**What you are asked to do**
Lines that include "symbols" make up the answer; copy all of them from the data below.

**Stored data**

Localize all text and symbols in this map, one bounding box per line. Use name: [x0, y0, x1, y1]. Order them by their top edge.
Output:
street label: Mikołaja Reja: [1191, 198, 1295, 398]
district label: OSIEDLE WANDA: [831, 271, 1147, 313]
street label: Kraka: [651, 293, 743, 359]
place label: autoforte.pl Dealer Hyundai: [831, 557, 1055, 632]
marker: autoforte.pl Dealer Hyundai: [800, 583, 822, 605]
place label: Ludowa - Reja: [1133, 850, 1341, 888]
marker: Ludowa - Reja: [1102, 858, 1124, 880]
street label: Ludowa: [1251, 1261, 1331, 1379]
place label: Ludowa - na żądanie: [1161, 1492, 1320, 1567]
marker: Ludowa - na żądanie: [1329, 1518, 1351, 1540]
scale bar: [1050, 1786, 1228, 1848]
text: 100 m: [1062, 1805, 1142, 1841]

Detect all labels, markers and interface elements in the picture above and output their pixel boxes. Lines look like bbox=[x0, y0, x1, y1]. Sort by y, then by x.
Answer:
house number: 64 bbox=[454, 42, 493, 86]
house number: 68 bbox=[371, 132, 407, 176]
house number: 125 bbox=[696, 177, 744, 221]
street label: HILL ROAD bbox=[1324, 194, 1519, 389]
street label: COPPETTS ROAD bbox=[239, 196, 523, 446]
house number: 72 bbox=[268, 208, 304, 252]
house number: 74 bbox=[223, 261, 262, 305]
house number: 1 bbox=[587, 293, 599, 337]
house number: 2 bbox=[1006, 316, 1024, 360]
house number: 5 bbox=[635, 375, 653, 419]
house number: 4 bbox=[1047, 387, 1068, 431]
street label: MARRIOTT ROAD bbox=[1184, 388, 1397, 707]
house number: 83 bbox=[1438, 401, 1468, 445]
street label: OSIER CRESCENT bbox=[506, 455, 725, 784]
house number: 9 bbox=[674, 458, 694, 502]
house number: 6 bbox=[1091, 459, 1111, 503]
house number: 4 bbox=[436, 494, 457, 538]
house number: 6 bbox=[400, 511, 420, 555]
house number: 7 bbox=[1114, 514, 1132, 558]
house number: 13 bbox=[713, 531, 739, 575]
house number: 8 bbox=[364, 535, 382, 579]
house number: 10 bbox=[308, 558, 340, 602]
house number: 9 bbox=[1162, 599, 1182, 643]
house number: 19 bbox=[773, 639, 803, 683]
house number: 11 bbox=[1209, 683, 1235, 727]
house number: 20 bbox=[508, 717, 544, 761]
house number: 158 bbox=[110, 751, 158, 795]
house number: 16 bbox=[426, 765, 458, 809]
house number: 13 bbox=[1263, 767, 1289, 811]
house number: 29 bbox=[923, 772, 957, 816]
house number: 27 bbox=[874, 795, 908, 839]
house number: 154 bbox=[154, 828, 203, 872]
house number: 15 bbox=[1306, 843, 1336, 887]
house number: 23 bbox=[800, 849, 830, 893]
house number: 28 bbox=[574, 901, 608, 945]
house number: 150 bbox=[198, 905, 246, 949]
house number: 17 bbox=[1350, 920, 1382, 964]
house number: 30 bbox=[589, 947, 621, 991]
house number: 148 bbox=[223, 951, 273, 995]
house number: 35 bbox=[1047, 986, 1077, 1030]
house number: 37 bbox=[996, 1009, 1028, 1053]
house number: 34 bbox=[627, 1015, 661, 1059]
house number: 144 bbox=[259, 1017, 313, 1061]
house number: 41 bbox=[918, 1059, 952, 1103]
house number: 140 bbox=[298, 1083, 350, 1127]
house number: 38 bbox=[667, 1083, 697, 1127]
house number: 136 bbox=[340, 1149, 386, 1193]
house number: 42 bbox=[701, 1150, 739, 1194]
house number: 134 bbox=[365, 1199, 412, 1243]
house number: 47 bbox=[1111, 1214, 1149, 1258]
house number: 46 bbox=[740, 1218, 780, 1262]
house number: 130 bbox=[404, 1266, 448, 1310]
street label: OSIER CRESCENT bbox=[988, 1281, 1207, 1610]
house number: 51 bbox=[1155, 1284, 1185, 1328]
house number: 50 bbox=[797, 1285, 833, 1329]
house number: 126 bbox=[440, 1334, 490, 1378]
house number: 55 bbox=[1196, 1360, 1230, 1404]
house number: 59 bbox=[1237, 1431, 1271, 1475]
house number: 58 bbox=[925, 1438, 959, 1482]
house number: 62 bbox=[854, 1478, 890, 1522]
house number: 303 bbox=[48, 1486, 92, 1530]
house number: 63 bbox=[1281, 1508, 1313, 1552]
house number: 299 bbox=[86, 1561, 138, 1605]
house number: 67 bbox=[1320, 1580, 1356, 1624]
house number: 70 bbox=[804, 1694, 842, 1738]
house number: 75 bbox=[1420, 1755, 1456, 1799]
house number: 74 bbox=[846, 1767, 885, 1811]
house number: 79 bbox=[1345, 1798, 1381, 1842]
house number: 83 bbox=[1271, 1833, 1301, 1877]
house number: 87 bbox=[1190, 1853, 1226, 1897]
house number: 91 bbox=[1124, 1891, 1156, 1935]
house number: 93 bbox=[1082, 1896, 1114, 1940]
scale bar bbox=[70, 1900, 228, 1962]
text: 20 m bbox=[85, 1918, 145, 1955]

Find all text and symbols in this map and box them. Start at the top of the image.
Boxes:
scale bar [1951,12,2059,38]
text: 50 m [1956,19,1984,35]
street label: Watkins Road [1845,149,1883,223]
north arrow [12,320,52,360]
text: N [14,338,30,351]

**Completed task**
Localize all text and symbols in this map, one bounding box per line. Use name: [x0, y0, x1, y1]. Order them by their top edge.
Find all text and symbols in this map and box them. Start at the top of the image.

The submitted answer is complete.